I comunisti volevano "ricuperarlo" ma egli narrò ciò che aveva visto

    Questa odissea che il Capelli mi aveva narrata e che io pubblicai sul giornale, si divulgò in un baleno, accreditando quelle delusioni che erano trapelate fra i suoi ex compagni comunisti poche ore dopo il suo ritorno. Ecco perché i dirigenti comunisti della zona, si preoccuparono subito di «ricuperarlo». Per questo, la mattina dopo il suo ritorno a Villa Prati, e cioè il martedì 27 gennaio, lo andarono a trovare alle ore 8, a casa sua, mentr'egli stava ancora a letto. Erano una ventina. Il Capelli, come si è detto, era ritornato in famiglia la notte precedente. Egli abita con la «Tugnina», la sorella Norma moglie di Angelo Antonellini, il fratello Germano e una bimbetta. Tutti sono iscritti al Partito Comunista come lo era lui. Il colloquio durò fino a mezzogiorno, in quella stanza da letto. Le parole del figlio della «Tugnina» non lasciavano dubbi presso i suoi interlocutori che gli chiedevano se dicesse ciò per rabbia o vendetta. «No, no — rispose — io resto progressista ma non mi sento di lavorare più per un partito che non rispetta la libertà degli individui!».
    Si salutarono, e il giovedì pomeriggio lo invitarono nella Casa del Popolo per fare «una partida d'ciàcar», cioè per parlare un po' di tutto. C'eran di quelli che capeggiano il partito a Villa Prati e a Bagnacavallo. Si ritirarono nella sala riservata e dopo cordialissimi convenevoli gli dissero, press'a poco: «Tu prima avevi responsabilità nel partito ed ora le dichiarazioni che stai facendo lo danneggiano. E' bene che ci chiariamo al più presto!». «E allora — rispose il figlio della «Tugnina» — parlo subito io e dico che non sono disposto nemmeno a pensare il popolo italiano come un popolo da campo di concentramento agli ordini di Mosca come sta avvenendo in Cecoslovacchia».
    E incominciò a spiegare il modo come il Partito Comunista era andato al potere a Praga, quale era stata la propaganda fatta e quale realtà invece era seguita. La seconda Repubblica che si ebbe col primo Governo comunista, formato dai comunisti insieme a pochi socialisti, fu il primo passo d'una realizzazione che va attuandosi spietatamente dal 1951 ad oggi. Si disse dalla propaganda che Masarik (il «Premier» della coalizione democratica) si era suicidato mentre a Praga si sente dire che quella morte fu ben più tragica. La salma di Masarik, davanti a cui sfilò tutto il popolo ceco, non la si poteva vedere che da dieci metri di distanza.

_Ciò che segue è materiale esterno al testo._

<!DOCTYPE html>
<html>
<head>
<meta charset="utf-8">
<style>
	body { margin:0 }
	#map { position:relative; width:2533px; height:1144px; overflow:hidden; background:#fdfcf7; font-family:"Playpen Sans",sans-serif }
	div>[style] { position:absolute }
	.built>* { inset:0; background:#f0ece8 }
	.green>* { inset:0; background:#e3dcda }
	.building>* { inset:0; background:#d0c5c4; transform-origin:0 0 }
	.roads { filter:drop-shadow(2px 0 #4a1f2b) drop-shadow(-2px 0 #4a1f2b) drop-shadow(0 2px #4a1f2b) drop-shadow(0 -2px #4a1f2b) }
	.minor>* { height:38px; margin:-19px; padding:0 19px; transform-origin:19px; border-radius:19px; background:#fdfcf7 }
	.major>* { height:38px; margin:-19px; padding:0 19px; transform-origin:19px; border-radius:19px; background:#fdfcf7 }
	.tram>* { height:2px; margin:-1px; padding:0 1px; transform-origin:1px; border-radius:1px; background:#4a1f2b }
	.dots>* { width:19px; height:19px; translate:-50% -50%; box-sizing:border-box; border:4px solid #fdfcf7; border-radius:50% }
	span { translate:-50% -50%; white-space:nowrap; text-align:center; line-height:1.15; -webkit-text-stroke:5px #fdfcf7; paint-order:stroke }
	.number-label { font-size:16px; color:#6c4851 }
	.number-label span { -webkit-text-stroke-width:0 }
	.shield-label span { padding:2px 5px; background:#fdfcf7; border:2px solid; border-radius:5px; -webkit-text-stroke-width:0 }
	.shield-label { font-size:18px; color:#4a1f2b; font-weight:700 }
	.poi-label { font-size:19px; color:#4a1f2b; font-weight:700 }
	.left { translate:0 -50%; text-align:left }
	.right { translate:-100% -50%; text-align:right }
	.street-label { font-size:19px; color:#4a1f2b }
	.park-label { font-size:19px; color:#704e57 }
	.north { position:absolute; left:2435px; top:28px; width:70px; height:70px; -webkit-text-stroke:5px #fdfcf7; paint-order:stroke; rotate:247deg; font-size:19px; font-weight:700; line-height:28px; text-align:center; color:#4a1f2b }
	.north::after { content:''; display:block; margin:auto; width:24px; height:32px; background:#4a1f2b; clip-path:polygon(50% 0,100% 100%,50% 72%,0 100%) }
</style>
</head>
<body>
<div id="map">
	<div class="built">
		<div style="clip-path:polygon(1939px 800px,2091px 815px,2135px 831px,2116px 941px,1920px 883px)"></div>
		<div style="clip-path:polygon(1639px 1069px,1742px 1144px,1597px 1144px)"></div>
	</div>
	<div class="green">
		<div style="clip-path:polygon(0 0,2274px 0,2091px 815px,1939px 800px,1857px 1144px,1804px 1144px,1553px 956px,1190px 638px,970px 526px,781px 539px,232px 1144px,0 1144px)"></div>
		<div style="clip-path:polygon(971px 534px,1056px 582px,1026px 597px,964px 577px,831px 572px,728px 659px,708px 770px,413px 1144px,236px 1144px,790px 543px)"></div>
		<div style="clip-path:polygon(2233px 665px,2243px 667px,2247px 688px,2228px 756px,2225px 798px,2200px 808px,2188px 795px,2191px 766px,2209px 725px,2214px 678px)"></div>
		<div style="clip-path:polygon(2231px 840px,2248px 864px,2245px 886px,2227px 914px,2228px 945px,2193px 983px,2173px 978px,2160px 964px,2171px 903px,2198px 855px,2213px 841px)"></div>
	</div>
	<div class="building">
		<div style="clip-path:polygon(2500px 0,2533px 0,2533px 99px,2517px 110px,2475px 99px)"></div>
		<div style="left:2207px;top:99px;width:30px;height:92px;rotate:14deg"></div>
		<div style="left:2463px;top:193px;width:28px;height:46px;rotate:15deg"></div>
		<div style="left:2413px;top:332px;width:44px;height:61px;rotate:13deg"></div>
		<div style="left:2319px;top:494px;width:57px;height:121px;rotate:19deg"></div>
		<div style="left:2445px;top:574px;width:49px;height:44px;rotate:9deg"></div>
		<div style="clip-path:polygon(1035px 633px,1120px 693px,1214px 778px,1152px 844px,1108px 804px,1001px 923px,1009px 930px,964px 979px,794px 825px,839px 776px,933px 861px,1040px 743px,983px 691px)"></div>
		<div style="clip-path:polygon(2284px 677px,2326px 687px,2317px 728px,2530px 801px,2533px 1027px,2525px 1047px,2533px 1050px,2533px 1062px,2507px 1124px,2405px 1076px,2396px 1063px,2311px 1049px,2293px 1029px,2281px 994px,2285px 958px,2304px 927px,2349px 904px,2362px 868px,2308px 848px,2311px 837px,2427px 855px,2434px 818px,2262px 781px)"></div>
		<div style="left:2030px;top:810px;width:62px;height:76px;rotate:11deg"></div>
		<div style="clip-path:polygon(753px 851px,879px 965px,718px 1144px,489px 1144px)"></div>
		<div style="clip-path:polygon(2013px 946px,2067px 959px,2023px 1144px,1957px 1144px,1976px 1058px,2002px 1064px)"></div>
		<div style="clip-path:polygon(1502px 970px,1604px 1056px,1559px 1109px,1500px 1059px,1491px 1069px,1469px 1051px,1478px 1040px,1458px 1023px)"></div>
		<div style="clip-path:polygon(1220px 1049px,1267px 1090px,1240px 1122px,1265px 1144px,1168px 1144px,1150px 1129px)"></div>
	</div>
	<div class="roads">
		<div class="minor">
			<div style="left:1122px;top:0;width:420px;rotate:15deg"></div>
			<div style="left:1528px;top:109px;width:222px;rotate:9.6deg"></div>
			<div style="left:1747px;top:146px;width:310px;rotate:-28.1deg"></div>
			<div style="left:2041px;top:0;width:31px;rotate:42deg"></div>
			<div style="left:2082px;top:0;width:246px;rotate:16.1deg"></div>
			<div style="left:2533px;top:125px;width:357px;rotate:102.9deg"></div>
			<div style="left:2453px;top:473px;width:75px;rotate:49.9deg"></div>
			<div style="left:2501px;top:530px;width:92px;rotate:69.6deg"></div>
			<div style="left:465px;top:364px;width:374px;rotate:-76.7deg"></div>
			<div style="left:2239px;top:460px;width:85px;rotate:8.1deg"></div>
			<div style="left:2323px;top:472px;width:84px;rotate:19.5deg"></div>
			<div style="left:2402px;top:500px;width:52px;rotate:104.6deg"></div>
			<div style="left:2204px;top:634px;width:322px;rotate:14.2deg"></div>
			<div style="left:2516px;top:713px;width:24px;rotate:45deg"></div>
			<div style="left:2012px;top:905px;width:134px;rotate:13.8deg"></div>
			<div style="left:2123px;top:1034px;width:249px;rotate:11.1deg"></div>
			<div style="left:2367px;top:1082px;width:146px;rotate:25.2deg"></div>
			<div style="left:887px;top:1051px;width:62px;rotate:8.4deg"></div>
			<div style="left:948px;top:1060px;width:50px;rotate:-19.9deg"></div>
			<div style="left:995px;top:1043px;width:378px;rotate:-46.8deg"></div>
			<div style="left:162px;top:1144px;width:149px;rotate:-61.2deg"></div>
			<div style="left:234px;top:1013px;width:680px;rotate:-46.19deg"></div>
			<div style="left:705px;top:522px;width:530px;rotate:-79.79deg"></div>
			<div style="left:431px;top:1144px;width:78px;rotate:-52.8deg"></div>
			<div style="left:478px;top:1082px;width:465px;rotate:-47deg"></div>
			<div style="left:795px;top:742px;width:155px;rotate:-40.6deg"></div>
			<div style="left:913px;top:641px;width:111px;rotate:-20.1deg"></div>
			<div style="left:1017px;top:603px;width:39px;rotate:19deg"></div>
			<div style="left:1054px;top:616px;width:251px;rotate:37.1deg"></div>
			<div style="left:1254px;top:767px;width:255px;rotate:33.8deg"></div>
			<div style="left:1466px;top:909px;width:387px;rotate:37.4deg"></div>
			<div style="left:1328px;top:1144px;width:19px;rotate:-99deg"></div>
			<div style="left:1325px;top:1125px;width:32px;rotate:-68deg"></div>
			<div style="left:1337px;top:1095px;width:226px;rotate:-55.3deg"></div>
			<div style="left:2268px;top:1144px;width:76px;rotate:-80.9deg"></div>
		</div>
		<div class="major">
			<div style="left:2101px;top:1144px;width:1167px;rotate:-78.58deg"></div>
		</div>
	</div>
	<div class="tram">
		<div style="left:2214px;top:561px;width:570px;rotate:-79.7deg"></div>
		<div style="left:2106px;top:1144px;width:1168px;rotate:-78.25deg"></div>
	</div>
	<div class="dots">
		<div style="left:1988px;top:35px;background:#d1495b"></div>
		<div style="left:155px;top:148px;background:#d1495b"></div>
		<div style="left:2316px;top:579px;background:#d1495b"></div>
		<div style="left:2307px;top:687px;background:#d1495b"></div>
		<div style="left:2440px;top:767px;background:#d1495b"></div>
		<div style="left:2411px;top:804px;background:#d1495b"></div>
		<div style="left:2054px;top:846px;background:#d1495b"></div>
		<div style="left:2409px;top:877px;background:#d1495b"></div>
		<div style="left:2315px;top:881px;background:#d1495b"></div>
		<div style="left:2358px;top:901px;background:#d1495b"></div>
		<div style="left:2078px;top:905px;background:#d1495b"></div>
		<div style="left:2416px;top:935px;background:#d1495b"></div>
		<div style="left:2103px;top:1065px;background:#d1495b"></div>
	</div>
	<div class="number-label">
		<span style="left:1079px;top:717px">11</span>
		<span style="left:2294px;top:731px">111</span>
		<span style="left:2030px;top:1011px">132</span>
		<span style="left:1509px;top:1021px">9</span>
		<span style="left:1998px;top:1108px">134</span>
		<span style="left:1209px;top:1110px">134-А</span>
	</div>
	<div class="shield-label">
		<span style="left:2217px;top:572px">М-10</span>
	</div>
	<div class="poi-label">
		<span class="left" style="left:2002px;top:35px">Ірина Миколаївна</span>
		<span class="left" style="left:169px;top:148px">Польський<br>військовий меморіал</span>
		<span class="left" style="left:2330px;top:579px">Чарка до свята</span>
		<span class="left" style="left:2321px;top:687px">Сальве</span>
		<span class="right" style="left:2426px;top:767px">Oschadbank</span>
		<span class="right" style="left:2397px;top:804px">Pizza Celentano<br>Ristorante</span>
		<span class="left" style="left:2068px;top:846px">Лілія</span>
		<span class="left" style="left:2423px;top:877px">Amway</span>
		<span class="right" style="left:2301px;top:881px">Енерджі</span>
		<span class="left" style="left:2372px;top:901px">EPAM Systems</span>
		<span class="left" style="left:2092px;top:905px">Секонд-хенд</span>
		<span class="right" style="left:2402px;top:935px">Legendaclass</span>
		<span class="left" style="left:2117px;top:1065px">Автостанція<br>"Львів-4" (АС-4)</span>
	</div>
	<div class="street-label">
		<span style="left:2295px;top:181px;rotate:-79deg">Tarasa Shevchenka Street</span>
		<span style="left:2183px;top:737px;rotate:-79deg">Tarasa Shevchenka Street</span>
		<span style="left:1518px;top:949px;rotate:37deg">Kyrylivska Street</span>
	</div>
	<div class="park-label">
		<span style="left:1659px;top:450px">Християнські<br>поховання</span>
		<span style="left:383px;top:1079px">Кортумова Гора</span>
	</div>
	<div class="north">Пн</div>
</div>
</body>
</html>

    I primi atti della seconda Repubblica furono la distruzione del capitale privato, della grande industria e del latifondo. Il popolo era entusiasta. In questa trasformazione si costituirono tre tipi di nazionalizzazione: o mettere la metà del proprio capitale in comunità cooperativistiche, o tutto, o consegnarlo all'azienda statale. E mentre avveniva questo trapasso sul terreno economico, si eliminavano le opposizioni politiche. Ne sanno qualcosa le miniere di uranio di Jakimova. Jakimova è un nome tristamente popolare nella Cecoslovacchia. Gli operai ora hanno creato perfino una canzone, che cantano a bassa voce. Dice la canzone «Na zapad je cesta dlouha»: «Per andare all'Occidente, la strada è lunga, ma io egualmente la tenterò. Se riesco, la libertà mi arride, altrimenti la polizia mi condurrà a Jakimova dove non si fa più sabotaggio e si lavora senza libretto paga!».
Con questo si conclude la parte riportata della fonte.